The nominees for best original score this year leave me in a tough position. I’ve never hidden my disdain for Hans Zimmer’s bloated, heavy handed electro turd style, but some of the work he did with “Inception” was truly ingenious. On the other hand, I’ve been admiring Alexandre Desplat’s excellent film scores for a long time and his score for “The King’s Speech” is rousing.
Before I cut to the chase, here are the nominees for Best Original Score:
“How to Train Your Dragon” — John Powell
“Inception” — Hans Zimmer
“The King’s Speech” — Alexandre Desplat
“127 Hours” — A.R. Rahman
“The Social Network” — Trent Reznor and Atticus Ross
If the Golden Globes are any indication, Trent Reznor and Atticus Ross may well win the Oscar for their “The Social Network” score. It would be well deserved, the score served the film magnificently and I’ve even listened to it on it’s own several times (though it tends to bring about an unease that turns into a burning desire to delete my facebook account).

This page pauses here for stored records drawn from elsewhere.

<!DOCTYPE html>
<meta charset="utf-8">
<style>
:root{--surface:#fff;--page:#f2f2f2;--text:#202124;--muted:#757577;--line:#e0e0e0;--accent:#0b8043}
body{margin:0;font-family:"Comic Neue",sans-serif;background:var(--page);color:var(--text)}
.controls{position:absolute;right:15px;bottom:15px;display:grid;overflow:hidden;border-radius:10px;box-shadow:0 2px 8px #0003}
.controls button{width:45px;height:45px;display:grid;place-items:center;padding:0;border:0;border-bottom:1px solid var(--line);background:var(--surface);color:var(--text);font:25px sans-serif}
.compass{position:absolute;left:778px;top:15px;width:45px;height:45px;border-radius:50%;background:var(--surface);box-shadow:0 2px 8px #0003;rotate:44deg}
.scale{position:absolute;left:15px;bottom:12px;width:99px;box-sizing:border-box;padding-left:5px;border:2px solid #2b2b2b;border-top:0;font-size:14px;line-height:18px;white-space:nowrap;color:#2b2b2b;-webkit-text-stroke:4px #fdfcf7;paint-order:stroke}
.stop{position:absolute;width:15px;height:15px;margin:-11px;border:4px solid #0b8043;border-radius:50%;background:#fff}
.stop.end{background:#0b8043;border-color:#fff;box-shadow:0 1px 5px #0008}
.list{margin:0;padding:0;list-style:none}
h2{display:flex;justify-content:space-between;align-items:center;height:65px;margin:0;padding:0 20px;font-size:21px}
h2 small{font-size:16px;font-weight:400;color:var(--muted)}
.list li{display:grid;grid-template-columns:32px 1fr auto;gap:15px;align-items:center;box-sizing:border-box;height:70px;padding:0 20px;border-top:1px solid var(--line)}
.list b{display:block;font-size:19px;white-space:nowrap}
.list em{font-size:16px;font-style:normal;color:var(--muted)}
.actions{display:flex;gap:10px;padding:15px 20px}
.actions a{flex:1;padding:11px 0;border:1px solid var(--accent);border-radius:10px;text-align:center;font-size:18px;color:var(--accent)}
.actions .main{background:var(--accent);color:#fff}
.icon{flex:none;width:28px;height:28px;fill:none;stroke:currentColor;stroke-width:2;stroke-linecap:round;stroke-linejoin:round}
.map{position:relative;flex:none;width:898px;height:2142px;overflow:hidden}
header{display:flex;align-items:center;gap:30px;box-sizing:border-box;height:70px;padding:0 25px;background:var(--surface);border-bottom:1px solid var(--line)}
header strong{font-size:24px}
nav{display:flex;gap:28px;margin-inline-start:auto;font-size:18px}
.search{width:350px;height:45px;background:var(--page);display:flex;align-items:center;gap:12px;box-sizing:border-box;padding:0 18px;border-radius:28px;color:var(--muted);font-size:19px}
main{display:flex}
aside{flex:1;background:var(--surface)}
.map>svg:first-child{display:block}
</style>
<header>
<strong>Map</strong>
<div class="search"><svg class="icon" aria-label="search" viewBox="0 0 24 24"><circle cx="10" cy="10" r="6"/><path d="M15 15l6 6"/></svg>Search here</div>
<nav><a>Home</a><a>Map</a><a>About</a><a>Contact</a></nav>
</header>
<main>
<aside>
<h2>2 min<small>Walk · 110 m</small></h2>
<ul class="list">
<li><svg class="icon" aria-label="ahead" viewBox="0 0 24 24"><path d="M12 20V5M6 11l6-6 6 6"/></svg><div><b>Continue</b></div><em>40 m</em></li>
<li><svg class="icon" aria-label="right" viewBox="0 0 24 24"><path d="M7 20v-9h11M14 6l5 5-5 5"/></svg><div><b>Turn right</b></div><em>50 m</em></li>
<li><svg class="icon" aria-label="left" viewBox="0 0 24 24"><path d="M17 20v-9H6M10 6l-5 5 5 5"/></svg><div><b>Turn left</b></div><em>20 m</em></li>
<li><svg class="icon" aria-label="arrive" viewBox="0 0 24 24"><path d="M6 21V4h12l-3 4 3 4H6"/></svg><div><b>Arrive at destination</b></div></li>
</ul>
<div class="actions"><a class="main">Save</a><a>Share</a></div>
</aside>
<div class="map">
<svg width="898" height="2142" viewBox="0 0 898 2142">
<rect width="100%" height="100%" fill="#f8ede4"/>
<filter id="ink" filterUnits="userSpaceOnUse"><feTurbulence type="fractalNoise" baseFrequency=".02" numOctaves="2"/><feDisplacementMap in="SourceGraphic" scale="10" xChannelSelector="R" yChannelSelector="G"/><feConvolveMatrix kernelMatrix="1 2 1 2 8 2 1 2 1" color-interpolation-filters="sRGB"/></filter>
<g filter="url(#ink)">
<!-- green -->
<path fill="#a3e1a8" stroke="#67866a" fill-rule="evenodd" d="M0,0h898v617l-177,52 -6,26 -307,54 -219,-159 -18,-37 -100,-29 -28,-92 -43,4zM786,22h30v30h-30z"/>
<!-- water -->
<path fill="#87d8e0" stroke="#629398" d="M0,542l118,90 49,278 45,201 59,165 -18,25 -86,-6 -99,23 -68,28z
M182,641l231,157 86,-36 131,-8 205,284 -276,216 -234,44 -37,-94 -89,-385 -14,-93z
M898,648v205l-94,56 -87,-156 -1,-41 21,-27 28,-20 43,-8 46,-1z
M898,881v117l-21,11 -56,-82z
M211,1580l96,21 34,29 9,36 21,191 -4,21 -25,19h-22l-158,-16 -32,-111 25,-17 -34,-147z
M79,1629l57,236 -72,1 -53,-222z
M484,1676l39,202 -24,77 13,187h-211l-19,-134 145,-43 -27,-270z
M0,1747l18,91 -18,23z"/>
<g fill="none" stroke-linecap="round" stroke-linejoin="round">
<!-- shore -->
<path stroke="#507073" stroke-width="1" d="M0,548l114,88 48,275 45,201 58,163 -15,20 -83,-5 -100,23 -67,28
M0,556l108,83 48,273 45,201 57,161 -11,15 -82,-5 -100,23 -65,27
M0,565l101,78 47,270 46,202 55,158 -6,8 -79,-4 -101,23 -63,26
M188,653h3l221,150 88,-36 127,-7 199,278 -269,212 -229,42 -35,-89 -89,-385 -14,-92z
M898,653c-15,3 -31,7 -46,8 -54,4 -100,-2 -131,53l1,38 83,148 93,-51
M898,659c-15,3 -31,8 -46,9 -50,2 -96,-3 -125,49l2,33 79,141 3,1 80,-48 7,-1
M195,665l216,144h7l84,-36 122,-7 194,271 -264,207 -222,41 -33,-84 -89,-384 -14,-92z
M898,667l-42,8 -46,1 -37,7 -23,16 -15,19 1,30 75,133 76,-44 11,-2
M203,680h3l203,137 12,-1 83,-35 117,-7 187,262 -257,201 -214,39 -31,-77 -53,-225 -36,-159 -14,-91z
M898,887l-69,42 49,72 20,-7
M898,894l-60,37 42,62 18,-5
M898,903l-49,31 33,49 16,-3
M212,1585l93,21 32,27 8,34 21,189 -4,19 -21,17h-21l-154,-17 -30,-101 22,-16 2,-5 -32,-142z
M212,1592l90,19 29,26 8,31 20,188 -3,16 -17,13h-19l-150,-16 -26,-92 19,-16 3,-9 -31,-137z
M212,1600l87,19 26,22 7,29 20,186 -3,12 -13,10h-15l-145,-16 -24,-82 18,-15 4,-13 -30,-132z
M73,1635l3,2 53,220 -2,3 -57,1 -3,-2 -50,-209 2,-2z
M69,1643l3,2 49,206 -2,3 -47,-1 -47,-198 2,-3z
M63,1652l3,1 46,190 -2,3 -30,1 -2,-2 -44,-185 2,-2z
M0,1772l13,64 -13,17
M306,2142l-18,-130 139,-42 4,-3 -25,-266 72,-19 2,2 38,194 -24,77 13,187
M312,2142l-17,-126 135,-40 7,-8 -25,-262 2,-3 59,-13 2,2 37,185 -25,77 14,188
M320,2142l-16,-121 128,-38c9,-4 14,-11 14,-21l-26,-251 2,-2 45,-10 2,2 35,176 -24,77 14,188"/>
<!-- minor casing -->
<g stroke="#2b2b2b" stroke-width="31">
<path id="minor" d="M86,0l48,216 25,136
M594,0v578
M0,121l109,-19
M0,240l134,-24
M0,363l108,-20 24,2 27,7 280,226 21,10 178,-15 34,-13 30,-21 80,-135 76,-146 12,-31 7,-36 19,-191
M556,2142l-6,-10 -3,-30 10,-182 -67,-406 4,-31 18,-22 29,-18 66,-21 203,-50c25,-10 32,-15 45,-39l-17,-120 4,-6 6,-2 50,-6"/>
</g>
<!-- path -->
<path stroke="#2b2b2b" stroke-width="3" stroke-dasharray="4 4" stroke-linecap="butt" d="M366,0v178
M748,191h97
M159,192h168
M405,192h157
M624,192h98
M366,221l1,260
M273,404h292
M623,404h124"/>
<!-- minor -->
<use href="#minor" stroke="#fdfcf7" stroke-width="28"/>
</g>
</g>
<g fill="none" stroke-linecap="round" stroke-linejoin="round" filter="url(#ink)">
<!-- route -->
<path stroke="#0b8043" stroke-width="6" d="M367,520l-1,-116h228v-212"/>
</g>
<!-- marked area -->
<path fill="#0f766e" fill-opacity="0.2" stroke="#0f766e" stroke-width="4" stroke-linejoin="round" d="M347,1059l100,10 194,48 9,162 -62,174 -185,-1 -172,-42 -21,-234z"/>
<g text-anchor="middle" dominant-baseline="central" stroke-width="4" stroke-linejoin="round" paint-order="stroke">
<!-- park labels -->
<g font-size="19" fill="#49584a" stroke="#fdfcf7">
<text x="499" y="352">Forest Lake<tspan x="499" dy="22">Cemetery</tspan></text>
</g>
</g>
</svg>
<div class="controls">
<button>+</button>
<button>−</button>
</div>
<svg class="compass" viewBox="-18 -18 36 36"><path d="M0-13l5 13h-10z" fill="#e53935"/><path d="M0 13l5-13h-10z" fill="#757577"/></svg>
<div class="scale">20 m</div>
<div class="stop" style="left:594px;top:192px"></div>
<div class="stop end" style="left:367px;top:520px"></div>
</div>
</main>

I’ve never been great at picking Oscar winners, usually half the nominees are not ones I would have chosen, and when it comes to scores, I have difficulty weighing merit versus likability — or how well a score served the film it was created for versus how much I like listening to it on it’s own — two distinctly different kinds of scores, probably requiring different awards. And this dilemma is on full display this year in Desplat versus Zimmer.
Zimmer’s handiwork with Edith Piaf and the ingenious way her song “Non, je ne Regrette Rien” is incorporated throughout the entire score, at various speeds, deserves recognition. But so does his penchant for ruining films with his loud, flatulent noise. Since the real genius to the music in “Inception” is the way in which is was used to move between levels in the film’s reality, I see it more as sound design and would not choose to give Zimmer an Oscar for it. Outside of joking around in slow motion, I’d also never want to listen to the score on it’s own.
Thus, the Oscar goes to: Alexandre Desplat for “The King’s Speech.”
“The Threat of War” by Alexandre Desplat — “The King’s Speech”
Listen to that piece of music build, from just inklings at first, into grave and somber tones, and then (around 2:25) Desplat’s tentative piano gives way to the threat of violins, stirring up from underneath, until there is naught but a dance of menacing strings.